DATA TO USE:

#####

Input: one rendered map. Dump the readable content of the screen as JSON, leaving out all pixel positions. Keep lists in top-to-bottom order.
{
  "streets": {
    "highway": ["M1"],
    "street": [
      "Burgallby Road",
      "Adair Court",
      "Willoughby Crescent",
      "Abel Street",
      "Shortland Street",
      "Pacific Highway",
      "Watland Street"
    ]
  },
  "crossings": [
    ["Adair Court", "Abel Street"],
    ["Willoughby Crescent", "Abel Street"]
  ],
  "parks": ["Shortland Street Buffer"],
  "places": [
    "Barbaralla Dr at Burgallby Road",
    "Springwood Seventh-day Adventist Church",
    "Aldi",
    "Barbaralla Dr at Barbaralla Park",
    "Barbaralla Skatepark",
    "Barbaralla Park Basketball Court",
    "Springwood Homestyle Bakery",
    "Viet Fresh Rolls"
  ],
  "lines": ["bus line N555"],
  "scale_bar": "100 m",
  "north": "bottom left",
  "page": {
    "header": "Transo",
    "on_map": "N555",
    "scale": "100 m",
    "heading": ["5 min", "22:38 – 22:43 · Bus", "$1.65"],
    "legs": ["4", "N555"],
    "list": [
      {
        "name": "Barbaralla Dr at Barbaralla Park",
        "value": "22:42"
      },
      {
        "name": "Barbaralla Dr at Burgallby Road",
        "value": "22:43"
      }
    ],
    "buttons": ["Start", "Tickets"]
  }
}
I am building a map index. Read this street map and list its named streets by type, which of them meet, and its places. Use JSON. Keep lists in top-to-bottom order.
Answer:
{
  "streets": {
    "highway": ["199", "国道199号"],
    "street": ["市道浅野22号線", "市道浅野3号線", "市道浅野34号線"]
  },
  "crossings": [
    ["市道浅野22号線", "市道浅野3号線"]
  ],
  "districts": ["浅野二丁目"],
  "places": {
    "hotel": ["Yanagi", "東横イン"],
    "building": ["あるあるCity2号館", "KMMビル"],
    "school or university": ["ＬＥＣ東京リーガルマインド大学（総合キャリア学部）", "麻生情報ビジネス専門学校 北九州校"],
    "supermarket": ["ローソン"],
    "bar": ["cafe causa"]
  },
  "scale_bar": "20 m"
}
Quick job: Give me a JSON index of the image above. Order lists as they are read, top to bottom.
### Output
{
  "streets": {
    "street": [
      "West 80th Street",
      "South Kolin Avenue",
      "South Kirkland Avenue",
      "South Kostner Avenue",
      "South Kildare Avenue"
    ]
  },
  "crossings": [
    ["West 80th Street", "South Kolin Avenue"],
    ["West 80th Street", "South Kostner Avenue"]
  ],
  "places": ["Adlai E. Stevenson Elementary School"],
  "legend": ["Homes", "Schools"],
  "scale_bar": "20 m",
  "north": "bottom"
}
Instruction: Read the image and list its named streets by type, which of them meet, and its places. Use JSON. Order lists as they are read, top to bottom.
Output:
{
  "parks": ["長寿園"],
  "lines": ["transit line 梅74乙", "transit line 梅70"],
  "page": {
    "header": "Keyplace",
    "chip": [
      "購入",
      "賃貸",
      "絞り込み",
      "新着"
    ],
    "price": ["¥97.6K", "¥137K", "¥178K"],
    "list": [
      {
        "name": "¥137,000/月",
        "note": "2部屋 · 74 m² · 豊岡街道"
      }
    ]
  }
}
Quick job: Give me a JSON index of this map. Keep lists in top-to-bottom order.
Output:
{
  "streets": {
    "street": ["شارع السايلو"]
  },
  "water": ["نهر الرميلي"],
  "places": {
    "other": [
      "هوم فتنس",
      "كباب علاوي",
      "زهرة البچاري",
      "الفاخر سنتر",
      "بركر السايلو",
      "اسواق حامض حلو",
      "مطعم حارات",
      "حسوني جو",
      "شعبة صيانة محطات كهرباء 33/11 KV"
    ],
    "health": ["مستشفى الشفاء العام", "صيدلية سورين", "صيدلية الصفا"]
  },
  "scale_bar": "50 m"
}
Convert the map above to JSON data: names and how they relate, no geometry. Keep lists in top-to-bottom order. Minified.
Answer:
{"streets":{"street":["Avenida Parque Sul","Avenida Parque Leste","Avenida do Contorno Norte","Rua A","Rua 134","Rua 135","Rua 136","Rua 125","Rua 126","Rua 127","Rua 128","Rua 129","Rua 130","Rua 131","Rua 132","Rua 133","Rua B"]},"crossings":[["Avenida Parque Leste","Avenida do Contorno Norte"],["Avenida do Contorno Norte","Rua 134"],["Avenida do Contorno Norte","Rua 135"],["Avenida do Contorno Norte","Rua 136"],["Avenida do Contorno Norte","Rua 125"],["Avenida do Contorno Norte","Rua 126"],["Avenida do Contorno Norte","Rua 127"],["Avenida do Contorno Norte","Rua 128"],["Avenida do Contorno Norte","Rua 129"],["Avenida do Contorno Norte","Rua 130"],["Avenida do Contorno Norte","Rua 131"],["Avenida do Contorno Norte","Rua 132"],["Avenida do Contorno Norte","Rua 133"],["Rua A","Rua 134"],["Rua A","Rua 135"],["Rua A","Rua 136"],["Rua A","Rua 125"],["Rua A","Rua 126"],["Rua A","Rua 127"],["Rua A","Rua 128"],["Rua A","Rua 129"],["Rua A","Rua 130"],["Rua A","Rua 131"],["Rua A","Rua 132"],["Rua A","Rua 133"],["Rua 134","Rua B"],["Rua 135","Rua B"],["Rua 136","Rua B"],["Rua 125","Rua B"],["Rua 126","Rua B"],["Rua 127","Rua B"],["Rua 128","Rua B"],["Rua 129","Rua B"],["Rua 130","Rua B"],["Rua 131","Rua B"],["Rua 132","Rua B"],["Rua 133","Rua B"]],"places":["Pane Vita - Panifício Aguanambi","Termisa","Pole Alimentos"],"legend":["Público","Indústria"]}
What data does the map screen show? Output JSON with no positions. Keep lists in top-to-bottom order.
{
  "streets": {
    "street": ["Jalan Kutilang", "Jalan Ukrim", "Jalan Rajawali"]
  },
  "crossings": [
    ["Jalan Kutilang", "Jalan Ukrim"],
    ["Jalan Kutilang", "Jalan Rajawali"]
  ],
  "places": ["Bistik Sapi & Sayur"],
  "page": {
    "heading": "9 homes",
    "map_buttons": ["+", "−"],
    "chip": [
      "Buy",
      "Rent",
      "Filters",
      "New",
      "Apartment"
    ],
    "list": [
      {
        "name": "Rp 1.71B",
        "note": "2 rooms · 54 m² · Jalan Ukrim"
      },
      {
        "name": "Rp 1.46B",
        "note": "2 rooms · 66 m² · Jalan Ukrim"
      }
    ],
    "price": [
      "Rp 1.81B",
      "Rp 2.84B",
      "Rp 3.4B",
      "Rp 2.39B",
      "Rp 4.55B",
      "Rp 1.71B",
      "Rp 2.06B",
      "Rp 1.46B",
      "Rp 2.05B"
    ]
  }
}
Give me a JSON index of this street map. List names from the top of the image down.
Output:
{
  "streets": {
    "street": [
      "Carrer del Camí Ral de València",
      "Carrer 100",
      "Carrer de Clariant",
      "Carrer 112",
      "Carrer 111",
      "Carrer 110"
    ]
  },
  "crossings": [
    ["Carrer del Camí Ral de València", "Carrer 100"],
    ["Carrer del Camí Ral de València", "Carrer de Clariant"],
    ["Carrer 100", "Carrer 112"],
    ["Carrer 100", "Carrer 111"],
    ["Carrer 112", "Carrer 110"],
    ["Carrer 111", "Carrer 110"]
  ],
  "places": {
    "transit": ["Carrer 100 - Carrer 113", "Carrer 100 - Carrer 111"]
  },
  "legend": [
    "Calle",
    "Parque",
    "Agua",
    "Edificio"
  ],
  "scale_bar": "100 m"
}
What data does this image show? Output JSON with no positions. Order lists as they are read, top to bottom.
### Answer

#####

WORK ITEM:
Could the entire listing be repeated exactly as written?

COMPLETED EXERCISE:
Input: one rendered map. Dump the readable content of the screen as JSON, leaving out all pixel positions. Keep lists in top-to-bottom order.
{
  "streets": {
    "highway": ["M1"],
    "street": [
      "Burgallby Road",
      "Adair Court",
      "Willoughby Crescent",
      "Abel Street",
      "Shortland Street",
      "Pacific Highway",
      "Watland Street"
    ]
  },
  "crossings": [
    ["Adair Court", "Abel Street"],
    ["Willoughby Crescent", "Abel Street"]
  ],
  "parks": ["Shortland Street Buffer"],
  "places": [
    "Barbaralla Dr at Burgallby Road",
    "Springwood Seventh-day Adventist Church",
    "Aldi",
    "Barbaralla Dr at Barbaralla Park",
    "Barbaralla Skatepark",
    "Barbaralla Park Basketball Court",
    "Springwood Homestyle Bakery",
    "Viet Fresh Rolls"
  ],
  "lines": ["bus line N555"],
  "scale_bar": "100 m",
  "north": "bottom left",
  "page": {
    "header": "Transo",
    "on_map": "N555",
    "scale": "100 m",
    "heading": ["5 min", "22:38 – 22:43 · Bus", "$1.65"],
    "legs": ["4", "N555"],
    "list": [
      {
        "name": "Barbaralla Dr at Barbaralla Park",
        "value": "22:42"
      },
      {
        "name": "Barbaralla Dr at Burgallby Road",
        "value": "22:43"
      }
    ],
    "buttons": ["Start", "Tickets"]
  }
}
I am building a map index. Read this street map and list its named streets by type, which of them meet, and its places. Use JSON. Keep lists in top-to-bottom order.
Answer:
{
  "streets": {
    "highway": ["199", "国道199号"],
    "street": ["市道浅野22号線", "市道浅野3号線", "市道浅野34号線"]
  },
  "crossings": [
    ["市道浅野22号線", "市道浅野3号線"]
  ],
  "districts": ["浅野二丁目"],
  "places": {
    "hotel": ["Yanagi", "東横イン"],
    "building": ["あるあるCity2号館", "KMMビル"],
    "school or university": ["ＬＥＣ東京リーガルマインド大学（総合キャリア学部）", "麻生情報ビジネス専門学校 北九州校"],
    "supermarket": ["ローソン"],
    "bar": ["cafe causa"]
  },
  "scale_bar": "20 m"
}
Quick job: Give me a JSON index of the image above. Order lists as they are read, top to bottom.
### Output
{
  "streets": {
    "street": [
      "West 80th Street",
      "South Kolin Avenue",
      "South Kirkland Avenue",
      "South Kostner Avenue",
      "South Kildare Avenue"
    ]
  },
  "crossings": [
    ["West 80th Street", "South Kolin Avenue"],
    ["West 80th Street", "South Kostner Avenue"]
  ],
  "places": ["Adlai E. Stevenson Elementary School"],
  "legend": ["Homes", "Schools"],
  "scale_bar": "20 m",
  "north": "bottom"
}
Instruction: Read the image and list its named streets by type, which of them meet, and its places. Use JSON. Order lists as they are read, top to bottom.
Output:
{
  "parks": ["長寿園"],
  "lines": ["transit line 梅74乙", "transit line 梅70"],
  "page": {
    "header": "Keyplace",
    "chip": [
      "購入",
      "賃貸",
      "絞り込み",
      "新着"
    ],
    "price": ["¥97.6K", "¥137K", "¥178K"],
    "list": [
      {
        "name": "¥137,000/月",
        "note": "2部屋 · 74 m² · 豊岡街道"
      }
    ]
  }
}
Quick job: Give me a JSON index of this map. Keep lists in top-to-bottom order.
Output:
{
  "streets": {
    "street": ["شارع السايلو"]
  },
  "water": ["نهر الرميلي"],
  "places": {
    "other": [
      "هوم فتنس",
      "كباب علاوي",
      "زهرة البچاري",
      "الفاخر سنتر",
      "بركر السايلو",
      "اسواق حامض حلو",
      "مطعم حارات",
      "حسوني جو",
      "شعبة صيانة محطات كهرباء 33/11 KV"
    ],
    "health": ["مستشفى الشفاء العام", "صيدلية سورين", "صيدلية الصفا"]
  },
  "scale_bar": "50 m"
}
Convert the map above to JSON data: names and how they relate, no geometry. Keep lists in top-to-bottom order. Minified.
Answer:
{"streets":{"street":["Avenida Parque Sul","Avenida Parque Leste","Avenida do Contorno Norte","Rua A","Rua 134","Rua 135","Rua 136","Rua 125","Rua 126","Rua 127","Rua 128","Rua 129","Rua 130","Rua 131","Rua 132","Rua 133","Rua B"]},"crossings":[["Avenida Parque Leste","Avenida do Contorno Norte"],["Avenida do Contorno Norte","Rua 134"],["Avenida do Contorno Norte","Rua 135"],["Avenida do Contorno Norte","Rua 136"],["Avenida do Contorno Norte","Rua 125"],["Avenida do Contorno Norte","Rua 126"],["Avenida do Contorno Norte","Rua 127"],["Avenida do Contorno Norte","Rua 128"],["Avenida do Contorno Norte","Rua 129"],["Avenida do Contorno Norte","Rua 130"],["Avenida do Contorno Norte","Rua 131"],["Avenida do Contorno Norte","Rua 132"],["Avenida do Contorno Norte","Rua 133"],["Rua A","Rua 134"],["Rua A","Rua 135"],["Rua A","Rua 136"],["Rua A","Rua 125"],["Rua A","Rua 126"],["Rua A","Rua 127"],["Rua A","Rua 128"],["Rua A","Rua 129"],["Rua A","Rua 130"],["Rua A","Rua 131"],["Rua A","Rua 132"],["Rua A","Rua 133"],["Rua 134","Rua B"],["Rua 135","Rua B"],["Rua 136","Rua B"],["Rua 125","Rua B"],["Rua 126","Rua B"],["Rua 127","Rua B"],["Rua 128","Rua B"],["Rua 129","Rua B"],["Rua 130","Rua B"],["Rua 131","Rua B"],["Rua 132","Rua B"],["Rua 133","Rua B"]],"places":["Pane Vita - Panifício Aguanambi","Termisa","Pole Alimentos"],"legend":["Público","Indústria"]}
What data does the map screen show? Output JSON with no positions. Keep lists in top-to-bottom order.
{
  "streets": {
    "street": ["Jalan Kutilang", "Jalan Ukrim", "Jalan Rajawali"]
  },
  "crossings": [
    ["Jalan Kutilang", "Jalan Ukrim"],
    ["Jalan Kutilang", "Jalan Rajawali"]
  ],
  "places": ["Bistik Sapi & Sayur"],
  "page": {
    "heading": "9 homes",
    "map_buttons": ["+", "−"],
    "chip": [
      "Buy",
      "Rent",
      "Filters",
      "New",
      "Apartment"
    ],
    "list": [
      {
        "name": "Rp 1.71B",
        "note": "2 rooms · 54 m² · Jalan Ukrim"
      },
      {
        "name": "Rp 1.46B",
        "note": "2 rooms · 66 m² · Jalan Ukrim"
      }
    ],
    "price": [
      "Rp 1.81B",
      "Rp 2.84B",
      "Rp 3.4B",
      "Rp 2.39B",
      "Rp 4.55B",
      "Rp 1.71B",
      "Rp 2.06B",
      "Rp 1.46B",
      "Rp 2.05B"
    ]
  }
}
Give me a JSON index of this street map. List names from the top of the image down.
Output:
{
  "streets": {
    "street": [
      "Carrer del Camí Ral de València",
      "Carrer 100",
      "Carrer de Clariant",
      "Carrer 112",
      "Carrer 111",
      "Carrer 110"
    ]
  },
  "crossings": [
    ["Carrer del Camí Ral de València", "Carrer 100"],
    ["Carrer del Camí Ral de València", "Carrer de Clariant"],
    ["Carrer 100", "Carrer 112"],
    ["Carrer 100", "Carrer 111"],
    ["Carrer 112", "Carrer 110"],
    ["Carrer 111", "Carrer 110"]
  ],
  "places": {
    "transit": ["Carrer 100 - Carrer 113", "Carrer 100 - Carrer 111"]
  },
  "legend": [
    "Calle",
    "Parque",
    "Agua",
    "Edificio"
  ],
  "scale_bar": "100 m"
}
What data does this image show? Output JSON with no positions. Order lists as they are read, top to bottom.
### Answer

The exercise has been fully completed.